60 Jahre – das ist ein stolzes Alter für eine Radiosendung. Was ist das Erfolgsrezept?
Eva Oertle: «Musik für einen Gast» ist ein sehr authentisches Radioformat: ein Gespräch zwischen zwei Menschen, das sich dadurch auszeichnet, dass wir jemanden über seine Musik kennenlernen. Dabei hilft, dass kaum etwas so emotional ist wie Musik. Man lernt eine Person viel tiefer kennen, als es rein mit Worten möglich wäre. Daher ist unsere Sendung für alle Menschen interessant, die sich für Kultur im weitesten Sinne interessieren und einfach gerne spannende Menschen kennenlernen.
Was hat sich in den sechs Jahrzehnten verändert, was ist gleichgeblieben?
Gleichgeblieben ist der Grundaufbau: ein Gespräch mit einem Gast, der Musik mitbringt. Das Format lebt natürlich auch stark von der Moderation. Am Anfang war das Roswitha Schmalenbach – sie hat die Sendung lange alleine geprägt. Später gab es mehrere Moderatorinnen und Moderatoren. Die Gästeauswahl ist heute bunter, der Tonfall lockerer. Wir öffnen uns bewusst für alle, die Spannendes zu erzählen haben. Das gilt auch für die Musik: Bei uns hat alles Platz, solange es eine Geschichte dazu gibt. Die Musik ist ein zentrales Thema und nicht nur ein Trennelement im Gespräch. Auch die Hörgewohnheiten des Publikums haben sich in den sechs Jahrzehnten verändert. Eine flexible Verfügbarkeit der Inhalte ist gefragt – daher kann unsere Sendung auch online als Podcast angehört werden. Zudem muss man heute die Menschen direkt am Anfang mit etwas Spannendem packen und das Gesprächstempo etwas dichter halten.
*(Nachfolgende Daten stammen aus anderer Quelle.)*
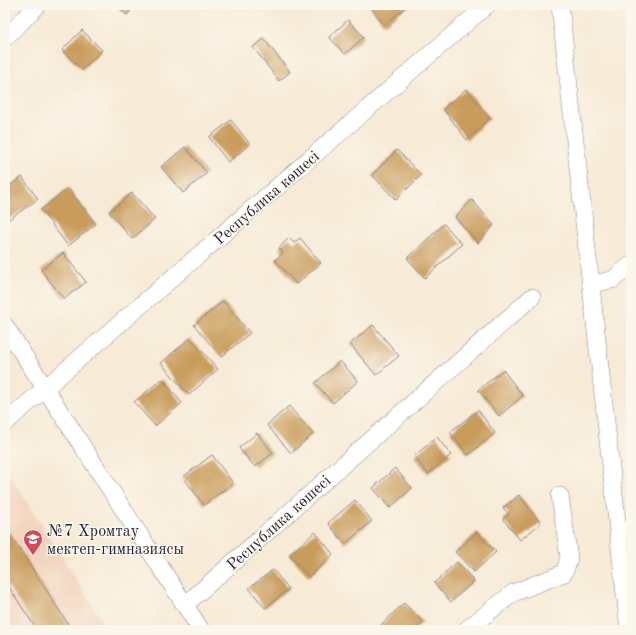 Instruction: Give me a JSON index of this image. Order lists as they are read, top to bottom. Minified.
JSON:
{"streets":{"street":["Республика көшесі"]},"places":{"school or university":["№7 Хромтау мектеп-гимназиясы"]}}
Sehr berührt hat mich der Wunsch nach einem Wiegenlied.
Wie entsteht eigentlich eine «Musik für einen Gast»-Sendung?
Am wichtigsten ist uns als Team – das sind Irene Grüter, Simon Leu, Michael Luisier, Melanie Pfändler und ich – ein spannender Lebenslauf und natürlich ein Bezug zur Musik. Als Fachverantwortliche der Sendung lege ich zudem Wert darauf, dass wir einen möglichst ausgeglichenen Gäste-Mix haben – etwa hinsichtlich Beruf, Herkunft oder Geschlecht. Realisieren tut jede und jeder die Sendung dann ganz allein. Meist übernimmt die Person, die die Gästeidee einbringt, auch die entsprechende Sendung. Wir führen zunächst ein Vorgespräch mit den potenziellen Gästen, um herauszufinden, ob sie geeignet sind. Die Menschen senden ihre Musikstücke, wir recherchieren und überlegen uns Fragen. Auch den Schnitt der Sendung nehmen wir selbst vor.
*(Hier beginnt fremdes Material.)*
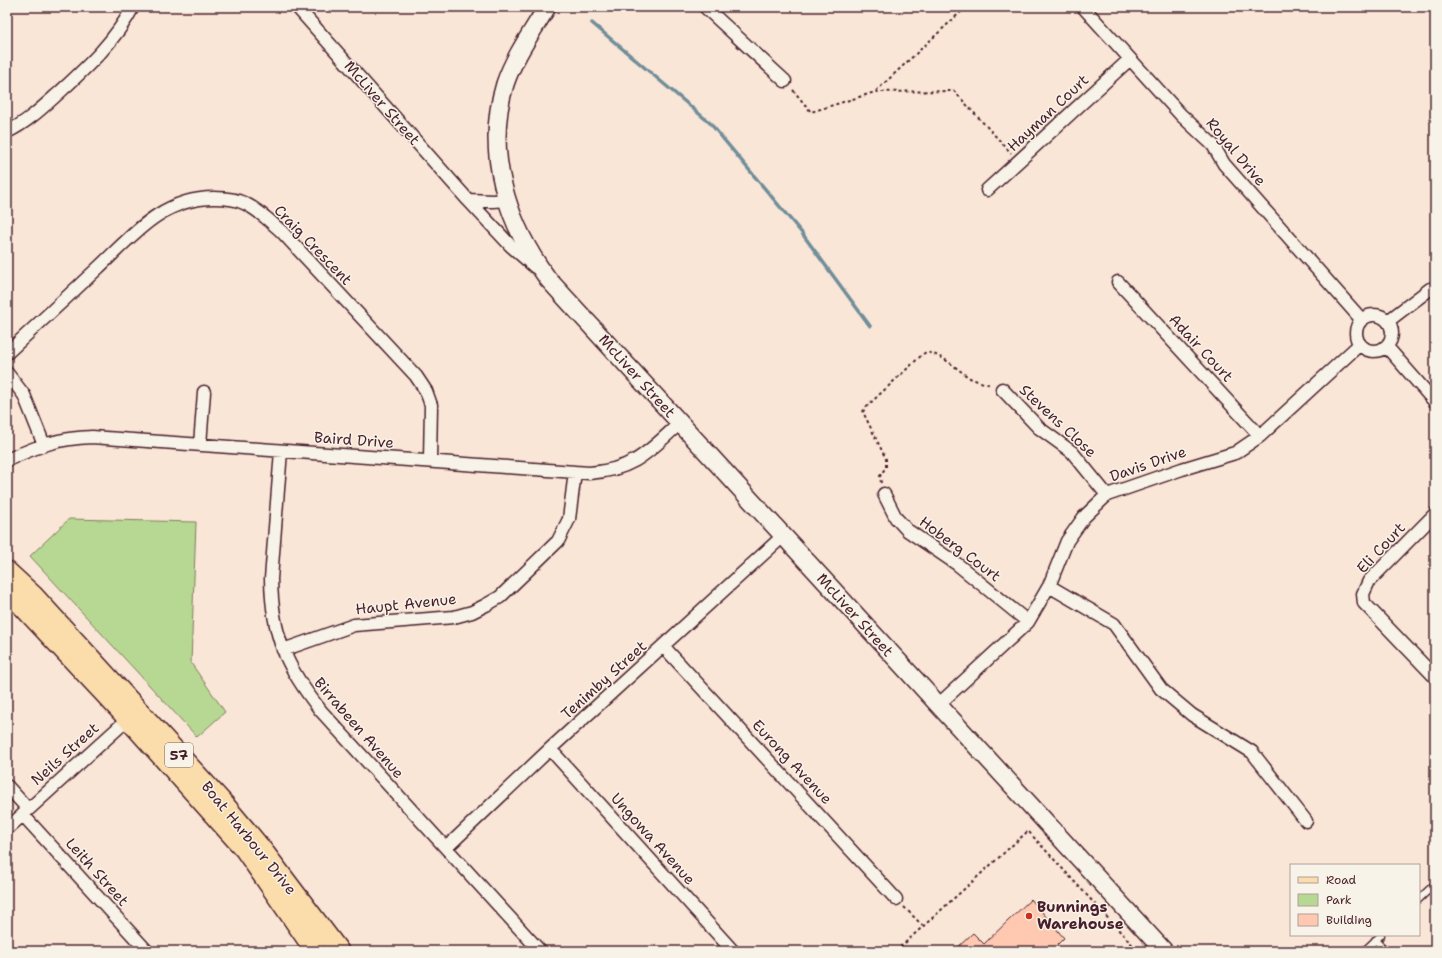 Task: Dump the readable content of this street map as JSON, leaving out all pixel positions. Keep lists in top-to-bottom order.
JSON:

Du hast in den letzten 14 Jahren genau 100 «Musik für einen Gast»-Sendungen moderiert. Welcher Musikwunsch hat dich in dieser Zeit am meisten berührt?
Dass Musik oft mit sehr starken Emotionen verbunden ist, spürt man immer wieder in unserer Sendung. Sehr berührt hat mich der Wunsch nach einem Wiegenlied. Er kam von einem palästinensisch-libanesischen Naturheilpraktiker, der im Krieg grossgeworden ist. Immer wenn Flugzeuge vorbeiflogen oder Bomben fielen, sang seine Mutter das Lied für ihn besonders laut, um ihm die Angst zu nehmen.
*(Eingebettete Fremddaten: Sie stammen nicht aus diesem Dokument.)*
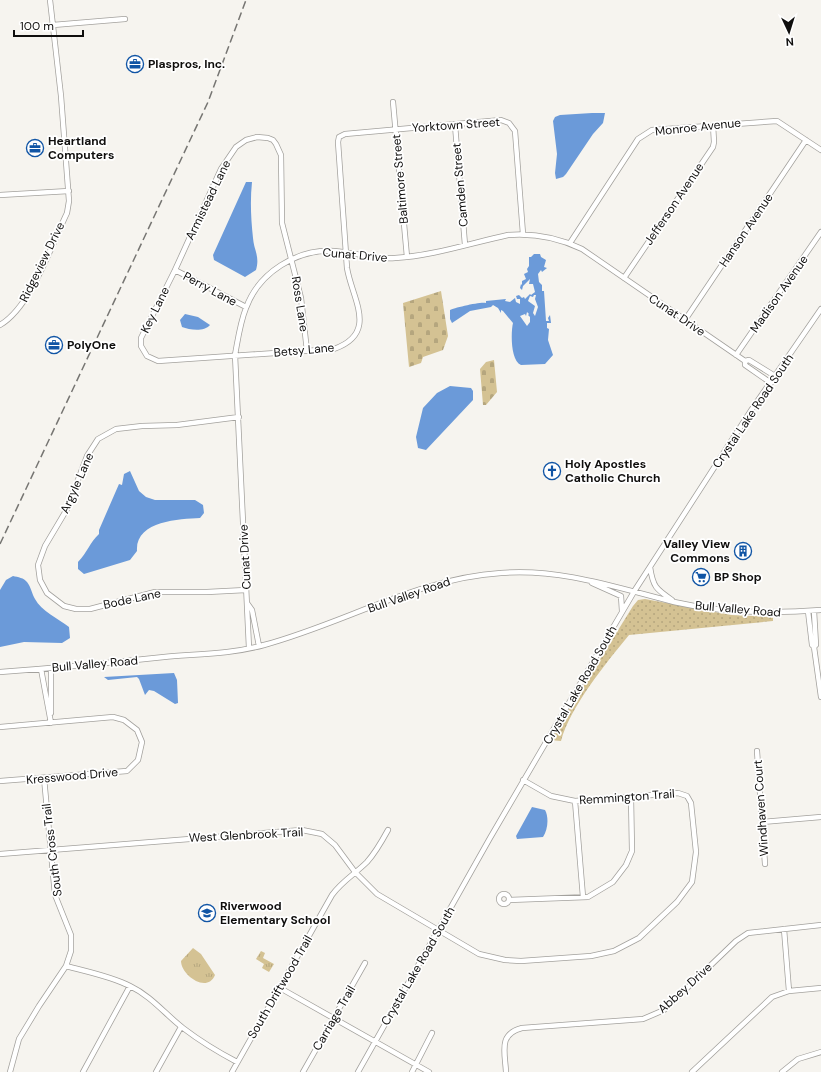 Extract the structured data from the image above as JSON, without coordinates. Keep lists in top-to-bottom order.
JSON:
{
  "streets": {
    "street": [
      "Yorktown Street",
      "Monroe Avenue",
      "Baltimore Street",
      "Camden Street",
      "Armistead Lane",
      "Jefferson Avenue",
      "Hanson Avenue",
      "Cunat Drive",
      "Ridgeview Drive",
      "Perry Lane",
      "Madison Avenue",
      "Ross Lane",
      "Key Lane",
      "Betsy Lane",
      "Crystal Lake Road South",
      "Argyle Lane",
      "Bull Valley Road",
      "Bode Lane",
      "Kresswood Drive",
      "Remmington Trail",
      "Windhaven Court",
      "West Glenbrook Trail",
      "South Cross Trail",
      "South Driftwood Trail",
      "Abbey Drive",
      "Carriage Trail"
    ]
  },
  "crossings": [
    ["Yorktown Street", "Baltimore Street"],
    ["Yorktown Street", "Camden Street"],
    ["Yorktown Street", "Cunat Drive"],
    ["Yorktown Street", "Betsy Lane"],
    ["Monroe Avenue", "Jefferson Avenue"],
    ["Monroe Avenue", "Hanson Avenue"],
    ["Monroe Avenue", "Cunat Drive"],
    ["Baltimore Street", "Cunat Drive"],
    ["Camden Street", "Cunat Drive"],
    ["Armistead Lane", "Cunat Drive"],
    ["Armistead Lane", "Perry Lane"],
    ["Armistead Lane", "Ross Lane"],
    ["Armistead Lane", "Key Lane"],
    ["Jefferson Avenue", "Cunat Drive"],
    ["Hanson Avenue", "Cunat Drive"],
    ["Cunat Drive", "Perry Lane"],
    ["Cunat Drive", "Madison Avenue"],
    ["Cunat Drive", "Ross Lane"],
    ["Cunat Drive", "Key Lane"],
    ["Cunat Drive", "Betsy Lane"],
    ["Cunat Drive", "Crystal Lake Road South"],
    ["Cunat Drive", "Argyle Lane"],
    ["Cunat Drive", "Bull Valley Road"],
    ["Cunat Drive", "Bode Lane"],
    ["Perry Lane", "Key Lane"],
    ["Ross Lane", "Betsy Lane"],
    ["Key Lane", "Betsy Lane"],
    ["Crystal Lake Road South", "Bull Valley Road"],
    ["Crystal Lake Road South", "Remmington Trail"],
    ["Crystal Lake Road South", "West Glenbrook Trail"],
    ["Argyle Lane", "Bode Lane"],
    ["Kresswood Drive", "South Cross Trail"],
    ["Remmington Trail", "West Glenbrook Trail"],
    ["West Glenbrook Trail", "South Cross Trail"],
    ["West Glenbrook Trail", "South Driftwood Trail"]
  ],
  "places": {
    "office": ["Plaspros, Inc.", "Heartland Computers", "PolyOne"],
    "church": ["Holy Apostles Catholic Church"],
    "building": ["Valley View Commons"],
    "supermarket": ["BP Shop"],
    "school or university": ["Riverwood Elementary School"]
  },
  "scale_bar": "100 m",
  "north": "bottom"
}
Welche Musik würdest du selbst als Gast in eure Sendung mitbringen?
Definitiv dabei wäre der langsame Satz aus dem Klavierkonzert Nr. 23 in A-Dur von Mozart. Dieses Stück habe ich während meines Musikstudiums oft angehört, denn es berührt etwas tief in meiner Seele. Wenn ich im Prüfungsstress war und mich gefragt habe, weshalb ich mir das Ganze überhaupt antue, hat mir dieser Satz wieder die Antwort darauf geliefert.
Was wünschst du dir für die Zukunft von «Musik für einen Gast»?
Dass die Sendung noch lange weiterlebt, sich weiterentwickeln kann und möglichst viele Menschen erreicht. Dazu gehört natürlich auch, dass wir verstärkt das On-Demand-Publikum für uns gewinnen.
Den 60. Geburtstag feiert «Musik für einen Gast» mit einer ganz besonderen Sendung, die auch im Fernsehen ausgestrahlt wird. Eva Oertle unterhält sich mit Franz Hohler, Schriftsteller, Musiker und Kabarettist. Die Geburtstagssendung wird am Sonntag, 28. April 2024, um 12.35 Uhr auf Radio SRF 2 Kultur und im TV um 15.35 Uhr auf SRF 1 ausgestrahlt. Im Anschluss kann sie auf Play SRF sowie auf srf.ch/audio abgerufen werden.